= Work to be completed =
Your answer must be an exact copy of the records below.

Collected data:
*** Block opens ***

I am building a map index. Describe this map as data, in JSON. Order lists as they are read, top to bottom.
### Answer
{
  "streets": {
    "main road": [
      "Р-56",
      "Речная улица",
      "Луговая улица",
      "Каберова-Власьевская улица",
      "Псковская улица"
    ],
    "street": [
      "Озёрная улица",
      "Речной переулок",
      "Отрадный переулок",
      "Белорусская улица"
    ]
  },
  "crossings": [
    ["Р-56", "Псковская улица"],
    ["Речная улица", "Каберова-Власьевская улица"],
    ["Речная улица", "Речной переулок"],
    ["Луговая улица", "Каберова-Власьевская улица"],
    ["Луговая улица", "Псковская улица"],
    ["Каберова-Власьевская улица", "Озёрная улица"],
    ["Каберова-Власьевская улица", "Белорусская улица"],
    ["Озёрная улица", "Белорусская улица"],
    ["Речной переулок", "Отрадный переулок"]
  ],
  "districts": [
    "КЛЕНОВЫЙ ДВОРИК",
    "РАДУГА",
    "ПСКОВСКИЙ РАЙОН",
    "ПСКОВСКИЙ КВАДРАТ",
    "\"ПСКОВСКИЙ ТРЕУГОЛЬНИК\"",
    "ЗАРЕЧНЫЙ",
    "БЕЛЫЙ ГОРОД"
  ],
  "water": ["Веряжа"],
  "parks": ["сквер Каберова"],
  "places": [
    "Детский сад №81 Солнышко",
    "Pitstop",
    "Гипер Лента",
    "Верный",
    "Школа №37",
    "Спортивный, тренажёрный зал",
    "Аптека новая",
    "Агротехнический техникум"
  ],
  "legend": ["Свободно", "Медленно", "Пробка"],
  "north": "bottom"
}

*** Block closes ***

= Solution =
I am building a map index. Describe this map as data, in JSON. Order lists as they are read, top to bottom.
### Answer
{
  "streets": {
    "main road": [
      "Р-56",
      "Речная улица",
      "Луговая улица",
      "Каберова-Власьевская улица",
      "Псковская улица"
    ],
    "street": [
      "Озёрная улица",
      "Речной переулок",
      "Отрадный переулок",
      "Белорусская улица"
    ]
  },
  "crossings": [
    ["Р-56", "Псковская улица"],
    ["Речная улица", "Каберова-Власьевская улица"],
    ["Речная улица", "Речной переулок"],
    ["Луговая улица", "Каберова-Власьевская улица"],
    ["Луговая улица", "Псковская улица"],
    ["Каберова-Власьевская улица", "Озёрная улица"],
    ["Каберова-Власьевская улица", "Белорусская улица"],
    ["Озёрная улица", "Белорусская улица"],
    ["Речной переулок", "Отрадный переулок"]
  ],
  "districts": [
    "КЛЕНОВЫЙ ДВОРИК",
    "РАДУГА",
    "ПСКОВСКИЙ РАЙОН",
    "ПСКОВСКИЙ КВАДРАТ",
    "\"ПСКОВСКИЙ ТРЕУГОЛЬНИК\"",
    "ЗАРЕЧНЫЙ",
    "БЕЛЫЙ ГОРОД"
  ],
  "water": ["Веряжа"],
  "parks": ["сквер Каберова"],
  "places": [
    "Детский сад №81 Солнышко",
    "Pitstop",
    "Гипер Лента",
    "Верный",
    "Школа №37",
    "Спортивный, тренажёрный зал",
    "Аптека новая",
    "Агротехнический техникум"
  ],
  "legend": ["Свободно", "Медленно", "Пробка"],
  "north": "bottom"
}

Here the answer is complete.